Data Quality Top Obstacle to GenAI, Informatica Survey Says
A new survey of data leaders by Informatica points to data quality as the number one obstacle to implementing generative AI. The number of data management tools that companies are using, as well as the fact that a large fraction of companies are juggling more than 1,000 separate data sources, also are weighing on GenAI initiatives.
According to Informatica’s CDO Insights 2024 report, which is based on a survey of 600 data leaders at large companies around the world, 45% of companies have already implemented GenAI in some form, while another 53% plan to implement it (with 36% saying they will do so within two years). That leaves just 2% of firms saying GenAI isn’t for them–a remarkably low number for a technology that most people didn’t know existed 14 months ago.
However, having success with GenAI is not as easy as signing up for an OpenAI account and letting the GPT rip. While today’s pre-trained large language models (LLMs) are much easier to work with than natural language processing (NLP) tech of the past, having good data is still critical to making it all work, whether one is training a model from scratch, fine-tuning a pre-built model, or prompting an LLM at runtime. Bad data will torpedo a GenAI project just as effectively as it will sink any type of AI or ML project.

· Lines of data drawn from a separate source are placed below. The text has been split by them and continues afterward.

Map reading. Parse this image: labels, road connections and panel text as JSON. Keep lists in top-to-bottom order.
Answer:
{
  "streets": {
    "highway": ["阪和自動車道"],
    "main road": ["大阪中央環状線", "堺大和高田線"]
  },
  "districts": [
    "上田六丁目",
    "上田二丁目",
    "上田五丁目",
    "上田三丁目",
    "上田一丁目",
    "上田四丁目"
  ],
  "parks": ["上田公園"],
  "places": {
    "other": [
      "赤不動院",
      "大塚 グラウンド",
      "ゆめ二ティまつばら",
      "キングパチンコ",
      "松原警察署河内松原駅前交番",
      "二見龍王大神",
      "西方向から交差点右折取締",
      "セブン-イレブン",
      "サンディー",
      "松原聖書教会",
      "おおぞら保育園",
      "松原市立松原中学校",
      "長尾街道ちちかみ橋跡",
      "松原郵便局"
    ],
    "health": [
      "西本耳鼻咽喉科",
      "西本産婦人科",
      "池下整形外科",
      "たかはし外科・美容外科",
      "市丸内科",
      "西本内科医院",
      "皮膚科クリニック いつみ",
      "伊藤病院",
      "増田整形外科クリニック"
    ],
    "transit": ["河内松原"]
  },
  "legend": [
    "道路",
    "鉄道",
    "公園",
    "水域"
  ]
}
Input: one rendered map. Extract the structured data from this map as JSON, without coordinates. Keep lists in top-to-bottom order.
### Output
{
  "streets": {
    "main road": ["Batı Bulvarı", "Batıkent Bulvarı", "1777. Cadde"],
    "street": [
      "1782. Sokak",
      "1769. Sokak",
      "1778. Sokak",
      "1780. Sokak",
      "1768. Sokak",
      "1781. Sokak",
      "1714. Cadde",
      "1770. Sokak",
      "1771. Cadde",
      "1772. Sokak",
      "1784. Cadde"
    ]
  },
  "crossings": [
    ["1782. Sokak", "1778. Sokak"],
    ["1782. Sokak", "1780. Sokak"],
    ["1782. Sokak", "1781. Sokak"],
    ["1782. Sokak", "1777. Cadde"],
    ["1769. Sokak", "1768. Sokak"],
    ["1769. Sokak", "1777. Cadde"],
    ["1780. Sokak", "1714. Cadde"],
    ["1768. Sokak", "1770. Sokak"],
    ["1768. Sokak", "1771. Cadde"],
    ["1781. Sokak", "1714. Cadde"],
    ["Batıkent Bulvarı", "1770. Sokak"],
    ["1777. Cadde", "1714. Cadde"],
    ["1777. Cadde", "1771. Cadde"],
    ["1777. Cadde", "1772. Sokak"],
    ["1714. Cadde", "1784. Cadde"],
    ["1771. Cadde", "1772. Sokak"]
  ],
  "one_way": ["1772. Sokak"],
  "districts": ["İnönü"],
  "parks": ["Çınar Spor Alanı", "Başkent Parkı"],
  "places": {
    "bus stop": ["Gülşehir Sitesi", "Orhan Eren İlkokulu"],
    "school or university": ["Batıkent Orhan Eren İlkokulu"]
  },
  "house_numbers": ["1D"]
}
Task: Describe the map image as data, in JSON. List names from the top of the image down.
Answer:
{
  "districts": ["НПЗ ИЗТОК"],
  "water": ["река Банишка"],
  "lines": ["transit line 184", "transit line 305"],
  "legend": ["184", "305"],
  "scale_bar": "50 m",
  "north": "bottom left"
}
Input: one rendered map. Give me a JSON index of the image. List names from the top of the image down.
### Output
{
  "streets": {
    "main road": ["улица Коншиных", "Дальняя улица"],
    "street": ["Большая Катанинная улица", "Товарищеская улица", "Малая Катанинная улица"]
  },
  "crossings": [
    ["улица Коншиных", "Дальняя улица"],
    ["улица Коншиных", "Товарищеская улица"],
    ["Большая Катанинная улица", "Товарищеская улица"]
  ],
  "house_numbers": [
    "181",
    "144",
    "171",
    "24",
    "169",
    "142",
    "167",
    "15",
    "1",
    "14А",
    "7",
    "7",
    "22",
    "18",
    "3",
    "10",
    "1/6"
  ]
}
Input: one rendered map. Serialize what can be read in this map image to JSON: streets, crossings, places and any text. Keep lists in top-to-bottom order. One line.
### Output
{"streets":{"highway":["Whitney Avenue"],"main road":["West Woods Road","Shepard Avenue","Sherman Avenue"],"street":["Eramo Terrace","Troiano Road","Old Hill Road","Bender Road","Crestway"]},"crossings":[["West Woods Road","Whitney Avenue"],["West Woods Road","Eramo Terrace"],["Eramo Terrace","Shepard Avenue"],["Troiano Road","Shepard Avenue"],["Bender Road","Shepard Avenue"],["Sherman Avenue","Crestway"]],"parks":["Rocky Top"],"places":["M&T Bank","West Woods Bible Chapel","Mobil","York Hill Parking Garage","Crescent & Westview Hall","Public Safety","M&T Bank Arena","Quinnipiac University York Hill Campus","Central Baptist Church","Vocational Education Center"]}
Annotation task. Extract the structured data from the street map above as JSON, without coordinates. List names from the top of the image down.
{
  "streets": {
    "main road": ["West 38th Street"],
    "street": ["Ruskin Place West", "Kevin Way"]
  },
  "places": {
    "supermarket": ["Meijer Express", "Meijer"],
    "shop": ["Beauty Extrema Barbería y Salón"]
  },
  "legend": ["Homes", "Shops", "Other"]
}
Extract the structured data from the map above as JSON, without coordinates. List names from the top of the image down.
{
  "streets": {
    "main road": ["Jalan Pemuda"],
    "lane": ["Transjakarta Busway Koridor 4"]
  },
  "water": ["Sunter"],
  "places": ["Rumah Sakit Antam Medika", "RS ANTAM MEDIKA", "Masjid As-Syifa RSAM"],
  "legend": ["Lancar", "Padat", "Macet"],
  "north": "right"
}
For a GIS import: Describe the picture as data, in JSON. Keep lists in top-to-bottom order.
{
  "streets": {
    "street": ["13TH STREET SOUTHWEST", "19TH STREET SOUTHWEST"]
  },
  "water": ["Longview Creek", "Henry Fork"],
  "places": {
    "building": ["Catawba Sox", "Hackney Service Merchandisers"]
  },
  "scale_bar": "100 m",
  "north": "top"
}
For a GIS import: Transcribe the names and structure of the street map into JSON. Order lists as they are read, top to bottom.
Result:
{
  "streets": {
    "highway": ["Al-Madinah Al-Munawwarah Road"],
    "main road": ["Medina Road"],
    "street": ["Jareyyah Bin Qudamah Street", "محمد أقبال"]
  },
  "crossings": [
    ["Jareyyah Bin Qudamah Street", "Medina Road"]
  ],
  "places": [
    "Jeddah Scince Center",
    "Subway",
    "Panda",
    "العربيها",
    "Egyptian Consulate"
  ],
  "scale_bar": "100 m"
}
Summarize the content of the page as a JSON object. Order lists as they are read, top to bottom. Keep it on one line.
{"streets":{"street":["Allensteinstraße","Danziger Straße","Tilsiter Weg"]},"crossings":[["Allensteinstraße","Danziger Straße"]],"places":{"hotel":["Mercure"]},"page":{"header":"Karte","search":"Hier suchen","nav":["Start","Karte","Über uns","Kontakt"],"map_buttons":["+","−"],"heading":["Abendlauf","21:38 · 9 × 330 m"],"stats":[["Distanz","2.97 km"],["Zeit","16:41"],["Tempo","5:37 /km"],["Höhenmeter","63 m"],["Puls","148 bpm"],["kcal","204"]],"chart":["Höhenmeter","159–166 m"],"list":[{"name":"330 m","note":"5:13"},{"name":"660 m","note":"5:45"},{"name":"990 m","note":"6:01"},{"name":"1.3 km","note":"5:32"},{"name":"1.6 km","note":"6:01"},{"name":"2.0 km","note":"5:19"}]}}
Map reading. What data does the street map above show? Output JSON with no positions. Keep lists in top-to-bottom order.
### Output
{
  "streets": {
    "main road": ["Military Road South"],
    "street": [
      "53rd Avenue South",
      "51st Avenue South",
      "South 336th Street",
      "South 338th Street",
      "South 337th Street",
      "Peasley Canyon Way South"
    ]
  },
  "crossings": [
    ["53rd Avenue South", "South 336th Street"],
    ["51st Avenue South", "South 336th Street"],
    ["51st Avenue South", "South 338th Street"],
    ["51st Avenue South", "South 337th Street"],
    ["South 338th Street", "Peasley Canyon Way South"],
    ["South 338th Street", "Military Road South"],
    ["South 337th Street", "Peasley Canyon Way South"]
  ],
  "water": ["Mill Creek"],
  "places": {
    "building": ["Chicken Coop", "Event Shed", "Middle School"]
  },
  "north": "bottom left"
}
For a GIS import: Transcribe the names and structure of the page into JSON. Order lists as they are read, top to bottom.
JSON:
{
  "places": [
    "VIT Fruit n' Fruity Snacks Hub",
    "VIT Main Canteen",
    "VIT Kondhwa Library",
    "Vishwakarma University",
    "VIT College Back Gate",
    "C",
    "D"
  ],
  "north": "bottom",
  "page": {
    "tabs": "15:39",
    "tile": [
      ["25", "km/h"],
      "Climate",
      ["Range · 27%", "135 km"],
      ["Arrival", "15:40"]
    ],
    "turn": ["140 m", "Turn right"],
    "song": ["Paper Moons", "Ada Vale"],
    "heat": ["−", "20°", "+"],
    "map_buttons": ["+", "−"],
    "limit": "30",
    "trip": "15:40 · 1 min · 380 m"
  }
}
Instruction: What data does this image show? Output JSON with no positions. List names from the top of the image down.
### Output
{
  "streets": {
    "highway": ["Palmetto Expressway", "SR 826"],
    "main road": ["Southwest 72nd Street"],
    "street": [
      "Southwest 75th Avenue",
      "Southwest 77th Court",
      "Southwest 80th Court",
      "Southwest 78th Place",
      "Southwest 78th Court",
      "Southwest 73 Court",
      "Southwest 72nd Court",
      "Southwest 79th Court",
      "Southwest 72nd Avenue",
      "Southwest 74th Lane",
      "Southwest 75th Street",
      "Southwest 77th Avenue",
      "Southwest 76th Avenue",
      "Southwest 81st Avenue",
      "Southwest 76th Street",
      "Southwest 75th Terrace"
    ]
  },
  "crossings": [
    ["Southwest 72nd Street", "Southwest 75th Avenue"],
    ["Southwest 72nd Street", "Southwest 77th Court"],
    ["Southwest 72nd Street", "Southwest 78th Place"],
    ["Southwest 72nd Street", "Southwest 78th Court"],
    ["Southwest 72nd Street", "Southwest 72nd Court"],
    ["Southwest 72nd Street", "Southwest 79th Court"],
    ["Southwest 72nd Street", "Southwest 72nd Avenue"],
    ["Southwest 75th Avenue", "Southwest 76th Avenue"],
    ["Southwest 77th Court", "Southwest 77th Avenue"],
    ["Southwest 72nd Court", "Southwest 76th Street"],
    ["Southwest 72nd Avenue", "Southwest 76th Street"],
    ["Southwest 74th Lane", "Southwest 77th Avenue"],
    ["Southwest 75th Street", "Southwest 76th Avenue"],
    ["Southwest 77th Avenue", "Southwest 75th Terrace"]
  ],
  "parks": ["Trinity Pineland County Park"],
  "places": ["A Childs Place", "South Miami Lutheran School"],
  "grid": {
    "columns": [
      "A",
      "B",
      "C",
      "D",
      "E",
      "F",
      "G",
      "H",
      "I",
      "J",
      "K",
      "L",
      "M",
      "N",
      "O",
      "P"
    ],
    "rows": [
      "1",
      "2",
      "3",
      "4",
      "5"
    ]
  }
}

To that end, Informatica’s survey found that 42% of data leaders who are currently deploying GenAI or planning to (or about 588 of the 600 folks who took the survey) cited data quality as the number one concern to GenAI success. Data quality was followed by data privacy and protection, AI ethics, quantity of data for training and fine-tuning language models, and AI governance as other GenAI concerns, according to the report, which was released last week.
These data management staples are being consumed at a high rate among Informatica’s survey base. Indeed, the Redwood City, California company reports that a full 100% of survey participants say they are investing in data management capabilities to support their data strategies and priorities–an excellent sign if there ever was one.
However, there was a silver lining to that 100% figure for Informatica, which sells a suite of data management tools that span data integration and ETL, data quality, data catalog, data governance, master data management, data observability, and API and application. The company found that 58% of survey-takers were using five or more tools for their data management work. What’s more, the bulk of these data management tools were not available as cloud-hosted services among 49% of the survey-takers (Informatica, of course, sells a unified suite of data management tools under the Intelligence Data Management Cloud banner.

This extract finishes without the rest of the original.